Maybe she doesn’t have to do anything, and that Detective Salter will figure it out. If he slept with Bryden Frost, if he killed her, then perhaps she will know soon enough. But perhaps not—because she knows Derek is clever enough to get away with it.
She finds his wallet in his office and starts rooting through it. She pulls out all his credit cards, counts five of them. She doesn’t take care of the finances, he does. He does all the banking, pays all the bills online. How is she to know if he’s using one of these cards for secret trysts? She hasn’t got access to his computer. She has no way of finding out if he’s been paying for hotel rooms unless she asks him and makes him show her all the bills. Is she prepared to do that?
She should have kept a closer eye on him. What kind of mess has he gotten himself into?
33
Friday morning, when Jayne arrives early at the station, she’s approached by an officer. “I’ve been looking into Derek Gardner,” he says. “And I might have found something.”
“What is it?”
“When he started his business, he had a huge infusion of cash.”
“From where?”
“From his wife. She inherited it.”
“Am I missing something?” Jayne asks impatiently.
He speaks more quickly. “She inherited over three million dollars from her mother, who was killed in a hit-and-run accident four years ago. It was never solved.”
Jayne stares at him. She says, “Bring everything you have on it to my desk.” As she walks to her office, she has more energy in her step.

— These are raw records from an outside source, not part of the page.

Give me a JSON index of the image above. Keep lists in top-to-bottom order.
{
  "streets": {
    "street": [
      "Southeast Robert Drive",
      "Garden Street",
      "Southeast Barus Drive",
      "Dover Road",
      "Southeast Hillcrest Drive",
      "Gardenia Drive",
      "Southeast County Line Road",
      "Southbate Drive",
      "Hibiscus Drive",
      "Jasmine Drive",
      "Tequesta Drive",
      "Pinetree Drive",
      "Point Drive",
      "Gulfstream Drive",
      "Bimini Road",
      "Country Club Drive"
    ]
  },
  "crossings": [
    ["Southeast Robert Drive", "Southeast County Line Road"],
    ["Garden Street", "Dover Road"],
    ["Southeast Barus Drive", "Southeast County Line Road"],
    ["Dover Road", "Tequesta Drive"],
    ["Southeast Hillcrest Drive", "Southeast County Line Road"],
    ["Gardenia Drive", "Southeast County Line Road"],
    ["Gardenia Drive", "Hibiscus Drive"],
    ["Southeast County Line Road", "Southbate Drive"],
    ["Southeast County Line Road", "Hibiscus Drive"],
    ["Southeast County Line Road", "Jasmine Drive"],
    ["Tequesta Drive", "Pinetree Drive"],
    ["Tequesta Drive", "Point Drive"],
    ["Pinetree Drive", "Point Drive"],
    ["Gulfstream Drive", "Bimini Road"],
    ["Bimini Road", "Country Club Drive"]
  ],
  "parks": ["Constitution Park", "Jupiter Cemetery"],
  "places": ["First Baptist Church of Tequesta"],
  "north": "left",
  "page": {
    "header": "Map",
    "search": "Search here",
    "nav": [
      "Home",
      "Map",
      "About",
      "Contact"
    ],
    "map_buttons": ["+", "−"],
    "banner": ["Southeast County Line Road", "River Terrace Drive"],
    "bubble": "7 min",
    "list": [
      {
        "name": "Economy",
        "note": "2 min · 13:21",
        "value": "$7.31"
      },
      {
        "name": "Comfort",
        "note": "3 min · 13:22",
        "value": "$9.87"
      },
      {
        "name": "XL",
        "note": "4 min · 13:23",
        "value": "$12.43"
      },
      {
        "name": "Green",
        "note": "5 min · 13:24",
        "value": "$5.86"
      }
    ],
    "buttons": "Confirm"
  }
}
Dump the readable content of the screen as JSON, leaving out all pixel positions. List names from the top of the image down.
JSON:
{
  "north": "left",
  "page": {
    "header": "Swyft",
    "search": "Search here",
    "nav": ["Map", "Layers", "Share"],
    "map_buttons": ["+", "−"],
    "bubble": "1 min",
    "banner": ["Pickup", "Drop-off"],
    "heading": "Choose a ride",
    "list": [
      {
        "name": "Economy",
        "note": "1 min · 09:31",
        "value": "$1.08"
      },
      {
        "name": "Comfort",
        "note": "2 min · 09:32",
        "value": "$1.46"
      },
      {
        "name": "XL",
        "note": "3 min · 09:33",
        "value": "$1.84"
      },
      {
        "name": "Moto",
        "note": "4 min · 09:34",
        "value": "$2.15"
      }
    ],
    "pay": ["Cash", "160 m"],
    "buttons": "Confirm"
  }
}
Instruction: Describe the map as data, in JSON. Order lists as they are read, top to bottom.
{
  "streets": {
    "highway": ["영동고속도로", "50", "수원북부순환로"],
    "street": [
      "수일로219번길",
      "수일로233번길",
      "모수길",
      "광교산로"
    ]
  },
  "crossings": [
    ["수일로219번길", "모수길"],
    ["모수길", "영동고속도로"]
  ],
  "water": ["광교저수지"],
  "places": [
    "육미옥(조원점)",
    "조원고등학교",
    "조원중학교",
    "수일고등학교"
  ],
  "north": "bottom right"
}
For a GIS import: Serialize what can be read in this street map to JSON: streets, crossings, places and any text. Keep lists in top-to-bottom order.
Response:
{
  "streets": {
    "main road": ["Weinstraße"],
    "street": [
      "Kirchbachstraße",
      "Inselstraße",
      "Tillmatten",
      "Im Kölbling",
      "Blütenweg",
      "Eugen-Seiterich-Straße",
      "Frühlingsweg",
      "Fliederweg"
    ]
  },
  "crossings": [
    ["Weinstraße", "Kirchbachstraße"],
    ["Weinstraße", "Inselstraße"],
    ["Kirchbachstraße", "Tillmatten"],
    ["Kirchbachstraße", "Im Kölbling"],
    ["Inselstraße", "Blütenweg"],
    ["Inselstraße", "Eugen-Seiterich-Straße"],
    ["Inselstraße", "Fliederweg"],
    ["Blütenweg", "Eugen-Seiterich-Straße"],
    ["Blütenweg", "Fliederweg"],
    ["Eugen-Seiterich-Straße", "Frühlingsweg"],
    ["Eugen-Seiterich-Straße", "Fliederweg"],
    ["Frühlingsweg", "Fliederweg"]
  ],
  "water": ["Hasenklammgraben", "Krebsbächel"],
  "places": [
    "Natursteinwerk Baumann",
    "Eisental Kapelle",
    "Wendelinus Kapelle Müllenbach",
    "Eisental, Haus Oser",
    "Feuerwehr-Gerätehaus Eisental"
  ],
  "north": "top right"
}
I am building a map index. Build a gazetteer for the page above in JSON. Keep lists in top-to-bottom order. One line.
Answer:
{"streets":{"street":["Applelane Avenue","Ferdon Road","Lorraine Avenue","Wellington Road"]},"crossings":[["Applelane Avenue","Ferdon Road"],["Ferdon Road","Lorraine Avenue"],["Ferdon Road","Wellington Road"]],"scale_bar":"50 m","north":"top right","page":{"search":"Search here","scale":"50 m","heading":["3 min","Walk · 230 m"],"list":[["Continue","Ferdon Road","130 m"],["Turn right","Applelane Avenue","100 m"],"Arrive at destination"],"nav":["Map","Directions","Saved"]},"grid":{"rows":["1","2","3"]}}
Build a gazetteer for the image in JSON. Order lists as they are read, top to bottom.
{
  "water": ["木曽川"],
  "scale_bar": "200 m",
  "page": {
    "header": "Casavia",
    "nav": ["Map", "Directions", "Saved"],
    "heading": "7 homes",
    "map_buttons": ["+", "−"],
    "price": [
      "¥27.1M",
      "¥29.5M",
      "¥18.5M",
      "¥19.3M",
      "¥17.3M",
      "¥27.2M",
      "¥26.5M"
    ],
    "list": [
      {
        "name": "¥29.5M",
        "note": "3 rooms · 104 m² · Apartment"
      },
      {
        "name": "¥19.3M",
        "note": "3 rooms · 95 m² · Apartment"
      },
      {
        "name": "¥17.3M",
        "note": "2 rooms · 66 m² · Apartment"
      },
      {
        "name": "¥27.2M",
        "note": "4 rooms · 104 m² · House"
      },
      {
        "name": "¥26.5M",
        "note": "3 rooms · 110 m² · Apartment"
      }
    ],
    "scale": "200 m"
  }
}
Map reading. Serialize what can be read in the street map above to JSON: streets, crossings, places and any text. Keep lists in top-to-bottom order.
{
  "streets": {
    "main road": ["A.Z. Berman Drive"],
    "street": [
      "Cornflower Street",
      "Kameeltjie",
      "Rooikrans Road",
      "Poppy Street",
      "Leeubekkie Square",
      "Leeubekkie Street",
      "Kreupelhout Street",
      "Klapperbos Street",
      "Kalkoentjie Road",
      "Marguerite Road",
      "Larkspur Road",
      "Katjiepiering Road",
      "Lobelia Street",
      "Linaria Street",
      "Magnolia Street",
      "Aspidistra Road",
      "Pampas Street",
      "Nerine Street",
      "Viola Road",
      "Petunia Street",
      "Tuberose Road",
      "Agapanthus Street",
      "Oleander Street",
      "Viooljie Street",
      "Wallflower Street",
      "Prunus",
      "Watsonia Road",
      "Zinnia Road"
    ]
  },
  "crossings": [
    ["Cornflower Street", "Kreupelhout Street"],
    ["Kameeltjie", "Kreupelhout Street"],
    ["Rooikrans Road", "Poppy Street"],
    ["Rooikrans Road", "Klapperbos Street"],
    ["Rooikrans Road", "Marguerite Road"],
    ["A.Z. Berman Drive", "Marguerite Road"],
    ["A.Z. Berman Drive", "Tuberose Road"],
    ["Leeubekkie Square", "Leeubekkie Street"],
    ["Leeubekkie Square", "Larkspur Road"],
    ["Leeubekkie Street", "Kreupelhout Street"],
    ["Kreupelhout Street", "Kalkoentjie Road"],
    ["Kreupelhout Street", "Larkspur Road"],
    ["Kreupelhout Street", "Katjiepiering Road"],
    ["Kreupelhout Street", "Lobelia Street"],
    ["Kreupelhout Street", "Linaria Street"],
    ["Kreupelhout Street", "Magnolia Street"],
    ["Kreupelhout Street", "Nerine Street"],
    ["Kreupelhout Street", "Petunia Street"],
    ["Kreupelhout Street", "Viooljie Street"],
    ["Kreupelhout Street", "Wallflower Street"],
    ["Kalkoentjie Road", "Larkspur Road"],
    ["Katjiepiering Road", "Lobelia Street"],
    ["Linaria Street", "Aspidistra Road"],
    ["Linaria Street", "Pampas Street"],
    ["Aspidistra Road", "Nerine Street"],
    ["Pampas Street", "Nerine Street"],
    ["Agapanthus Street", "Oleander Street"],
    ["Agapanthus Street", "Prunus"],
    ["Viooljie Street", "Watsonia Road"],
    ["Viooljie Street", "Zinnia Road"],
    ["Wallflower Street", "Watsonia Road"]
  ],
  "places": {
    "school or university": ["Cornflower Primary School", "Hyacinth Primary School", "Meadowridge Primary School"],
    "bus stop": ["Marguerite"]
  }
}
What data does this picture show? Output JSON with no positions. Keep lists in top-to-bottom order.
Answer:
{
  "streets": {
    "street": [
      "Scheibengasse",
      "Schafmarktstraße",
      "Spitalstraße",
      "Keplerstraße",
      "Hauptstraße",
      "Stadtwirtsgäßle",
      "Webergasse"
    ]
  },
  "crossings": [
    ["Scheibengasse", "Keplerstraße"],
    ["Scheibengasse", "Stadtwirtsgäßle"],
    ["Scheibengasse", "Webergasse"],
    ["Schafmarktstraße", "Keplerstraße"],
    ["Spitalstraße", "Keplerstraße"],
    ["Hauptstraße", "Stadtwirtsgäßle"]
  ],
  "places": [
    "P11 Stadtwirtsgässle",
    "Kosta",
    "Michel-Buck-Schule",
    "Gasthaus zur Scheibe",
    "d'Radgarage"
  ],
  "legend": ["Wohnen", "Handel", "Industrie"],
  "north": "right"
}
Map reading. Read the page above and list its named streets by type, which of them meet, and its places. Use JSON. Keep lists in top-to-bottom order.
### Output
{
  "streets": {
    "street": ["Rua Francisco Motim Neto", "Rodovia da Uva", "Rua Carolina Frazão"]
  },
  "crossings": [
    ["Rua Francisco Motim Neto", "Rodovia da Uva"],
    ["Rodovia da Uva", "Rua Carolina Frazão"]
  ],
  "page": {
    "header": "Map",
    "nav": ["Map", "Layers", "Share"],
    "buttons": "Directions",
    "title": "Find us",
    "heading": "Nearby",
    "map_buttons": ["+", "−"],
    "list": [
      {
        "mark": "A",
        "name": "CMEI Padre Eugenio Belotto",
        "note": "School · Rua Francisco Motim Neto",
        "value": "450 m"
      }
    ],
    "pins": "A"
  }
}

Minutes later she’s reading about Mary Smelt, who was killed on March 27, 2019, outside of Roxbury, New Hampshire. The woman,who was sixty-one years of age at the time, and a widow, had been walking down a lonely country road near her rural home, where she lived alone. She’d been struck by a vehicle that had left the scene. The body was found some time later by a passing motorist who saw her in the ditch. She was probably killed instantly. There were no witnesses. The victim was known to walk regularly along that road in the evenings for exercise. It might have been an accident, Jayne thinks—people often speed, especially on rural roads. It might have been getting dark; there are no streetlights in the country, she could have been hard to see. The driver might have been drinking. But he could not have been unaware that he hit her. And he fled the scene.
Or, Jayne thinks, it might have been deliberate. Someone might have known that she took her evening walk along that road at the same time every night. Jayne reads through everything in the file. The investigation seems to have been cursory. The victim’s only family—the daughter, Alice Gardner, and her husband, Derek Gardner, who lived out of state in New York—were not even formally interviewed.
Jayne looks up from the file and stares at the wall in front of her, her mind whirring. Hit-and-runs are notoriously difficult to solve. If she were going to kill someone, she thinks idly, that’s the method she’d use. Did Derek Gardner kill his mother-in-law for her money? It was awfully convenient. Or maybe he was just lucky, and someone else happened to do it for him.
Jayne asks an officer to find her Alice Gardner’s phone number.